── ENTRIES SHOWN ──
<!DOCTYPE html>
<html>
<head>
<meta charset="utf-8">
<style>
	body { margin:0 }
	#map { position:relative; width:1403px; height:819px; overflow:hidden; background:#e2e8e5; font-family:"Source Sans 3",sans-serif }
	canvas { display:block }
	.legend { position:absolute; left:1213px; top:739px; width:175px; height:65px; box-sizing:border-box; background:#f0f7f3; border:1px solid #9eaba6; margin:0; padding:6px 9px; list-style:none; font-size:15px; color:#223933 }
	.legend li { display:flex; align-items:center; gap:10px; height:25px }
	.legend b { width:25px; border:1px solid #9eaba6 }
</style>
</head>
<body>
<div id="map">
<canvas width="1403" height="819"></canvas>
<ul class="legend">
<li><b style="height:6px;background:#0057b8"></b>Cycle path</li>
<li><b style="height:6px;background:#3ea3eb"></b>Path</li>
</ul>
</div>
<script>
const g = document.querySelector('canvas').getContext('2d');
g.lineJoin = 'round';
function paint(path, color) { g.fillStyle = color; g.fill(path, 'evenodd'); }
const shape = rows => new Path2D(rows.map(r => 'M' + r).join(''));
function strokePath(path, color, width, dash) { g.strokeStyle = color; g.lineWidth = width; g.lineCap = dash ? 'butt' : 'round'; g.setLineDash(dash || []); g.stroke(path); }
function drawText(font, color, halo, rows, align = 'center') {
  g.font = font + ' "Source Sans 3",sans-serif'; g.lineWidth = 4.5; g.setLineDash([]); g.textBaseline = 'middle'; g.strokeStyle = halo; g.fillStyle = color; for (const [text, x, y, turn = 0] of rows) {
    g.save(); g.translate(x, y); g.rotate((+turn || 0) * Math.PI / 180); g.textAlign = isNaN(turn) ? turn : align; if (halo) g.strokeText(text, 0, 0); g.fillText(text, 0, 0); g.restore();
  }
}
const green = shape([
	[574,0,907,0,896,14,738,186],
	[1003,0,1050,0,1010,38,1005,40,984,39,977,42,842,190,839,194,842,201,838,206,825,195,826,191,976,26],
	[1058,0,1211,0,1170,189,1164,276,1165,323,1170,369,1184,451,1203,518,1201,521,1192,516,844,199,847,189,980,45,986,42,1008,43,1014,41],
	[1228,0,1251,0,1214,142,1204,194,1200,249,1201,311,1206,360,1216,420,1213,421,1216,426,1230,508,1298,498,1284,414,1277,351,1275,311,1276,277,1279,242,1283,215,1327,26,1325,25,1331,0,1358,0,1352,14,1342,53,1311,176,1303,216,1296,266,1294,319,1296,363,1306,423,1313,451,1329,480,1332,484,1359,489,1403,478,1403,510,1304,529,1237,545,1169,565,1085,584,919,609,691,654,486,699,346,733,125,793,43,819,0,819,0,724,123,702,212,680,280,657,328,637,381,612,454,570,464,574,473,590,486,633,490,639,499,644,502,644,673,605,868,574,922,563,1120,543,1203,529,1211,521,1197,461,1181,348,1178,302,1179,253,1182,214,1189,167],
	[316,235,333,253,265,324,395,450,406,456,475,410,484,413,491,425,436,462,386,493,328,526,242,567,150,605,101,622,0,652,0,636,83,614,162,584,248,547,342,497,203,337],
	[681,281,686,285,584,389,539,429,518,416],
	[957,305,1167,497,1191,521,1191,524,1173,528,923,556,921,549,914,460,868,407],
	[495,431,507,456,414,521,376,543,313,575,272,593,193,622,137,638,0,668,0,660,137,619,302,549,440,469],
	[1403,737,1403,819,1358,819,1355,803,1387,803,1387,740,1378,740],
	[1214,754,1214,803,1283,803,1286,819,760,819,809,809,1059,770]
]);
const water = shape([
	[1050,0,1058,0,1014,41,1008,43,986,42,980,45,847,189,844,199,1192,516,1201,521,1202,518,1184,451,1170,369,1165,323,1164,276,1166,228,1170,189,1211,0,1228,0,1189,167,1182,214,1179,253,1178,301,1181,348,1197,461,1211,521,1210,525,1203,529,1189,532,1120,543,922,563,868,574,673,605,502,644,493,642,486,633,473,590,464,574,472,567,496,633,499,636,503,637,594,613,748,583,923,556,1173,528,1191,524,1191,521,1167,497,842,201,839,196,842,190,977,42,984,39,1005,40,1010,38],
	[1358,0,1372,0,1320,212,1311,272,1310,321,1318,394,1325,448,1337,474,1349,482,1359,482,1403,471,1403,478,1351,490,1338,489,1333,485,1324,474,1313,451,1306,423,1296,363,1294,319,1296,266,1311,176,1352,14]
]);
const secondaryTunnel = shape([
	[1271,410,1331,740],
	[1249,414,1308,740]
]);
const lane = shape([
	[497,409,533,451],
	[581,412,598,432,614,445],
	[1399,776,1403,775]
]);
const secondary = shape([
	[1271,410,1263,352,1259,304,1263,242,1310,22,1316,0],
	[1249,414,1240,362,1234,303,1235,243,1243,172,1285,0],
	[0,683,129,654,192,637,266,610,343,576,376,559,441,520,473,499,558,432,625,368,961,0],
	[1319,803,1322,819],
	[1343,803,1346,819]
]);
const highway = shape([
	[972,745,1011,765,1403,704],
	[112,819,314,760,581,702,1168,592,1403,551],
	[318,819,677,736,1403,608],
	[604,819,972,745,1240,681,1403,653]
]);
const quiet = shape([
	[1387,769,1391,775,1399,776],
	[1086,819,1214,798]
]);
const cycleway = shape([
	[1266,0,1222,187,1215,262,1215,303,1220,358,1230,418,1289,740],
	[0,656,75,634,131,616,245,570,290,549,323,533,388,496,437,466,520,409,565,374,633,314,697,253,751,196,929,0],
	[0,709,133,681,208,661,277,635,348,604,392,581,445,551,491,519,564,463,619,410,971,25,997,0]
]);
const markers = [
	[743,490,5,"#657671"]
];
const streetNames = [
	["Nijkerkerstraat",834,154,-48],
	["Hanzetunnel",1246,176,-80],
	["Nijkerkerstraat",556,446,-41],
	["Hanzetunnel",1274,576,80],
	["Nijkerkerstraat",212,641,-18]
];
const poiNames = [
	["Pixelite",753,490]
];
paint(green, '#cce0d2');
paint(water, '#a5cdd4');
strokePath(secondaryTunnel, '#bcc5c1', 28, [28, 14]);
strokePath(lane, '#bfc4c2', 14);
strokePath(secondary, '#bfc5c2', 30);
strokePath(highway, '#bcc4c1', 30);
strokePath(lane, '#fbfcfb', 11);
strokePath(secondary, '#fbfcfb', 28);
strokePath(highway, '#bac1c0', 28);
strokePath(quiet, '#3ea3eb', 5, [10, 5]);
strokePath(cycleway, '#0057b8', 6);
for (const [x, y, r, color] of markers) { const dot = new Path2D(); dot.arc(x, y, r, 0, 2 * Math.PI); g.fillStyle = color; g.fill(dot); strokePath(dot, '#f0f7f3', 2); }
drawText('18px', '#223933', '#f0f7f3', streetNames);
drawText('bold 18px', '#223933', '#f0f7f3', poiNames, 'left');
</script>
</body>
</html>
───
YOUR GOAL:
After locating the line that contains "g.lineJoin = 'round';", please copy exactly every line from the start of the records through it, and nothing else.

ANSWER TO THIS TASK:
<!DOCTYPE html>
<html>
<head>
<meta charset="utf-8">
<style>
	body { margin:0 }
	#map { position:relative; width:1403px; height:819px; overflow:hidden; background:#e2e8e5; font-family:"Source Sans 3",sans-serif }
	canvas { display:block }
	.legend { position:absolute; left:1213px; top:739px; width:175px; height:65px; box-sizing:border-box; background:#f0f7f3; border:1px solid #9eaba6; margin:0; padding:6px 9px; list-style:none; font-size:15px; color:#223933 }
	.legend li { display:flex; align-items:center; gap:10px; height:25px }
	.legend b { width:25px; border:1px solid #9eaba6 }
</style>
</head>
<body>
<div id="map">
<canvas width="1403" height="819"></canvas>
<ul class="legend">
<li><b style="height:6px;background:#0057b8"></b>Cycle path</li>
<li><b style="height:6px;background:#3ea3eb"></b>Path</li>
</ul>
</div>
<script>
const g = document.querySelector('canvas').getContext('2d');
g.lineJoin = 'round';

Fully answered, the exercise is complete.